I'm hoping to do some more takes this week. And until then, I am trying to find my voice...

04 January 2010

Honest thoughts

So what is it about people’s opinions that can so strongly influence the way I view myself? It’s scary how powerful words can be. I had a conversation with someone earlier last month about my dream to sing. He peppered me with questions.


Why do I want to sing?

Have I been trained?

Why jazz? Do I even like jazz music?

Do I have a band?

What’s my plan?

What’s my ultimate goal?

Do I want to go in to music to gain attention?


I felt like an idiot when I realized most of my answers to the questions were either ‘I don’t know’ or ‘I just want to sing’. How pathetic sounding is that?

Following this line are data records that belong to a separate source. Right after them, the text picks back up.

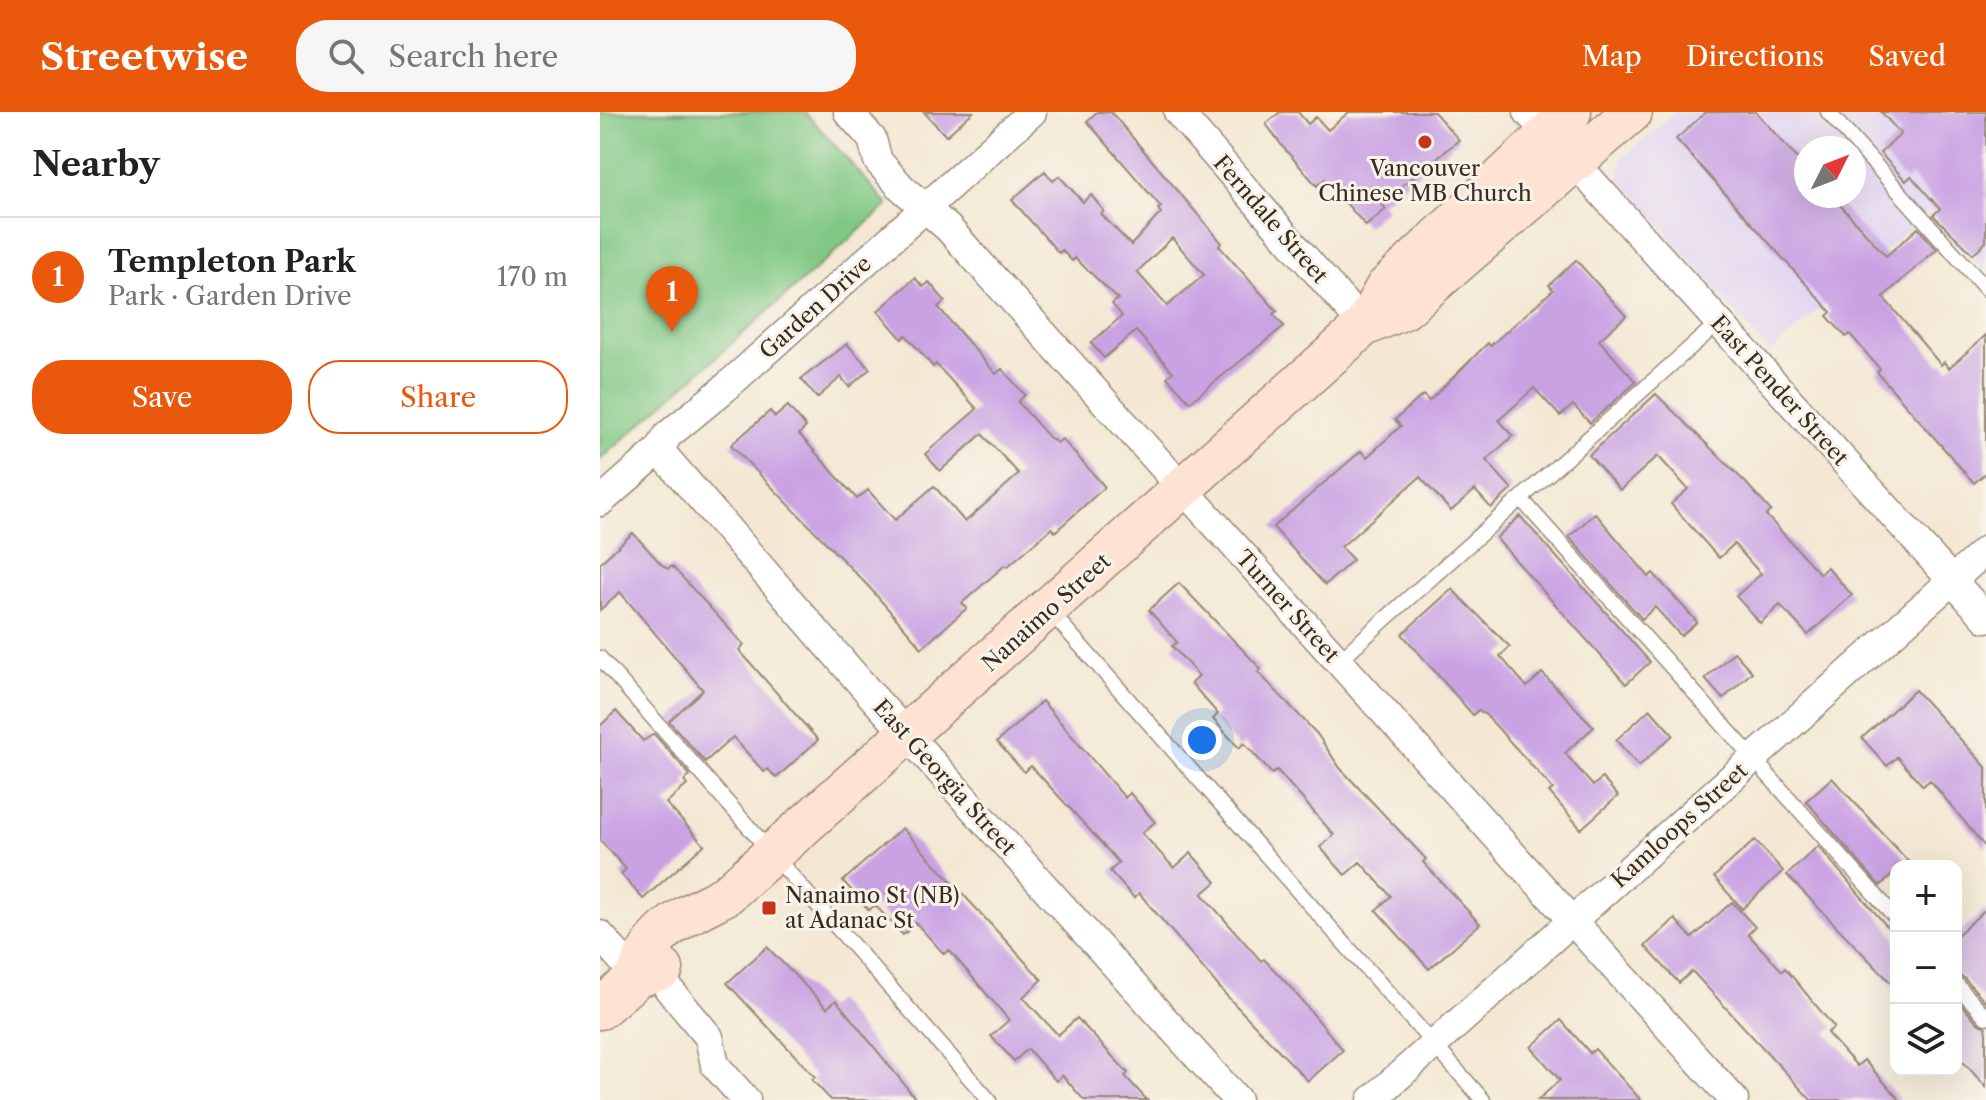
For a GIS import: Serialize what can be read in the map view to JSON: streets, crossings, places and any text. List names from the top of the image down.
{
  "streets": {
    "main road": ["Nanaimo Street"],
    "street": [
      "Ferndale Street",
      "Garden Drive",
      "East Pender Street",
      "Turner Street",
      "East Georgia Street",
      "Kamloops Street"
    ]
  },
  "crossings": [
    ["Ferndale Street", "Nanaimo Street"],
    ["Garden Drive", "Turner Street"],
    ["Garden Drive", "East Georgia Street"],
    ["East Pender Street", "Nanaimo Street"],
    ["East Pender Street", "Kamloops Street"],
    ["Turner Street", "Nanaimo Street"],
    ["Turner Street", "Kamloops Street"],
    ["Nanaimo Street", "East Georgia Street"]
  ],
  "places": {
    "other": ["Vancouver Chinese MB Church"],
    "transit": ["Nanaimo St (NB) at Adanac St"]
  },
  "north": "top right",
  "page": {
    "header": "Streetwise",
    "search": "Search here",
    "nav": ["Map", "Directions", "Saved"],
    "heading": "Nearby",
    "list": [
      {
        "mark": "1",
        "name": "Templeton Park",
        "note": "Park · Garden Drive",
        "value": "170 m"
      }
    ],
    "pins": "1",
    "buttons": ["Save", "Share"],
    "map_buttons": ["+", "−"]
  }
}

What is going to keep me pursuing this bold dream? Simply because it is a dream that I have? Simply because I want to and see where it takes me? I’ve been encouraged by one of my closest friends who took off to France just a couple days ago. She’s had a dream for many years to go live in France. So this past autumn, she finally decided to leave Japan and go live in France for three months. She doesn’t really know where she’s going to end up after doing language school in Paris for a month but I admire her gumption. I need more gumption in my life.


Strange as it seems, since I made my decision to pursue my dream, I have been struggling with self confidence that I have not struggled with before. All of a sudden I am doubting that I have any talent or any hope. Do I have what it takes? Maybe not. But the reason why I am doing this is because I want to give it a try.


And as someone just told me today, we only live once. Today is the only day I get to live today. There are no second chances. So I've decided I'm not going to let my doubts & insecurities overwhelm the joy of living today.